• [Information supplied]
------------

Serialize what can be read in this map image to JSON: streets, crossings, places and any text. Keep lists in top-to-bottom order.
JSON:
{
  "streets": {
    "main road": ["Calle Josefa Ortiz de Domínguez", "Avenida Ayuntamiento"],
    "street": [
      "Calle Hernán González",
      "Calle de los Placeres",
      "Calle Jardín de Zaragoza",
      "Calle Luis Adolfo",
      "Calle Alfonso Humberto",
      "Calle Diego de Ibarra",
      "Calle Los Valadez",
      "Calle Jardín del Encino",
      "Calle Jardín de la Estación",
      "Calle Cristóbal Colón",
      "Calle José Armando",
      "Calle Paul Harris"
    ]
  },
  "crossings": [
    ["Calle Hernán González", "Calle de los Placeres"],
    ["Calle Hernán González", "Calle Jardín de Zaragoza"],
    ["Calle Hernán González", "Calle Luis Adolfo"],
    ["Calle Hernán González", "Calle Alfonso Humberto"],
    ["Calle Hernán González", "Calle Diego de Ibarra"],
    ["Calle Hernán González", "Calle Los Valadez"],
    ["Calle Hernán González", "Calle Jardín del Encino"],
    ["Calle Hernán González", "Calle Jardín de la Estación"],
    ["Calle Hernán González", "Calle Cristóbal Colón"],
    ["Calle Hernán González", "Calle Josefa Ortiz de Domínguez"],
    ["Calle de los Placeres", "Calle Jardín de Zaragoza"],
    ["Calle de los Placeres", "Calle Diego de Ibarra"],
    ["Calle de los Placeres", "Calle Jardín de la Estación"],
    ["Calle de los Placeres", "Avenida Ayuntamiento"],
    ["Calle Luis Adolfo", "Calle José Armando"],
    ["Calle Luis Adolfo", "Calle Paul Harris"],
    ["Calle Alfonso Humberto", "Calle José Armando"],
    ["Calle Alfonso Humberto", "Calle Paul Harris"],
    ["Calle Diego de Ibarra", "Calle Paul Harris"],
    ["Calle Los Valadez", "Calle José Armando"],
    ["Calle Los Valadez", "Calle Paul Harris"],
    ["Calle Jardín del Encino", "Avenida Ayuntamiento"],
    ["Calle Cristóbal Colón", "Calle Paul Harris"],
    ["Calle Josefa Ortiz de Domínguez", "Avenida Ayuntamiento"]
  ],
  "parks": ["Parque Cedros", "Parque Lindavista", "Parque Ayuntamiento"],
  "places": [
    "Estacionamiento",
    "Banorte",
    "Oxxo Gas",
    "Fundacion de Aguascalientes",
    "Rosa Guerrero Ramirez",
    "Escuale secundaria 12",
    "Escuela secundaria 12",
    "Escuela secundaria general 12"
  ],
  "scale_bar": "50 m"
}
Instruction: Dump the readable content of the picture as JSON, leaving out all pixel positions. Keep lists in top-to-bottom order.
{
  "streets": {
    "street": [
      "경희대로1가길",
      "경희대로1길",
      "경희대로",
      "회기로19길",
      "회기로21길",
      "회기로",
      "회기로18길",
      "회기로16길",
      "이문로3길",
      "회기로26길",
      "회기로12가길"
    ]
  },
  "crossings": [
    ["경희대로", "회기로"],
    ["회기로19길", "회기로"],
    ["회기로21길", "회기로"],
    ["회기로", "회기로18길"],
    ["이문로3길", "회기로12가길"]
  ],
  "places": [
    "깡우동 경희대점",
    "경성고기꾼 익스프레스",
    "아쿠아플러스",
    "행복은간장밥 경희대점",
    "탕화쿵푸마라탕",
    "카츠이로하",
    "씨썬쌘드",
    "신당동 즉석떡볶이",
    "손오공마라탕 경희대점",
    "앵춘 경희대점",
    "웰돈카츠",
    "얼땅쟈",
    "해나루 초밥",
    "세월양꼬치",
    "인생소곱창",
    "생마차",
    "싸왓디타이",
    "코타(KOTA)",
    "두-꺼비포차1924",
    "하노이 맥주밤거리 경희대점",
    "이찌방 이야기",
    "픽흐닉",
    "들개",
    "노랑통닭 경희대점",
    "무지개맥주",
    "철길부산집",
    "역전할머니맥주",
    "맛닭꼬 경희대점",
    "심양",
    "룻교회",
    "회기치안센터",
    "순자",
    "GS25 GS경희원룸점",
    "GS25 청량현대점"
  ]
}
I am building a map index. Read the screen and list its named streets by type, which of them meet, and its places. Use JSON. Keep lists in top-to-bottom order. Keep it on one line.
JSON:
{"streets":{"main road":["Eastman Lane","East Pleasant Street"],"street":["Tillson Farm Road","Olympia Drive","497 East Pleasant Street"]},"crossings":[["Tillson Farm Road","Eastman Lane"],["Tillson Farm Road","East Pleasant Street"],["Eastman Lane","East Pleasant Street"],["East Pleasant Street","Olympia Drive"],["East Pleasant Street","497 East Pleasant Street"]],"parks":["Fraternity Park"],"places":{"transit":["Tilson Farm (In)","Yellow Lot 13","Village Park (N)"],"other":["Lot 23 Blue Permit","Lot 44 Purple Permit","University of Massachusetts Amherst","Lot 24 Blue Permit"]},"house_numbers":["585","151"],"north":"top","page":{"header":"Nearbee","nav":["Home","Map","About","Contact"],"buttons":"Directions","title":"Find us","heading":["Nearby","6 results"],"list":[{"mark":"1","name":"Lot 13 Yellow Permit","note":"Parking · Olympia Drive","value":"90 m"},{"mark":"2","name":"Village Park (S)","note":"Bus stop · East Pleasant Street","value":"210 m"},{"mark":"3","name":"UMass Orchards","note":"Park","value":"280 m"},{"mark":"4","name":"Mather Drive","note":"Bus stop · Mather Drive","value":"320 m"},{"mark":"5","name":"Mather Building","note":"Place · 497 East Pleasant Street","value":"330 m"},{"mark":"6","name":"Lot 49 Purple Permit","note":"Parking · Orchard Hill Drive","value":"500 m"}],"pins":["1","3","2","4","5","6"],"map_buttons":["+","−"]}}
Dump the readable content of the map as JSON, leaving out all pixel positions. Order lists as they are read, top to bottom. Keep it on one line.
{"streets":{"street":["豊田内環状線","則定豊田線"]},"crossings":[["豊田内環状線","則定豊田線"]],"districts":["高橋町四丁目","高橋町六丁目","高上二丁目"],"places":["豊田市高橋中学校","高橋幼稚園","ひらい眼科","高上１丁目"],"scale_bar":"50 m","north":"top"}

------------

• [What to produce] List each line in the listing that contains the string "secundaria".

• [Your response]
    "Escuale secundaria 12",
    "Escuela secundaria 12",
    "Escuela secundaria general 12"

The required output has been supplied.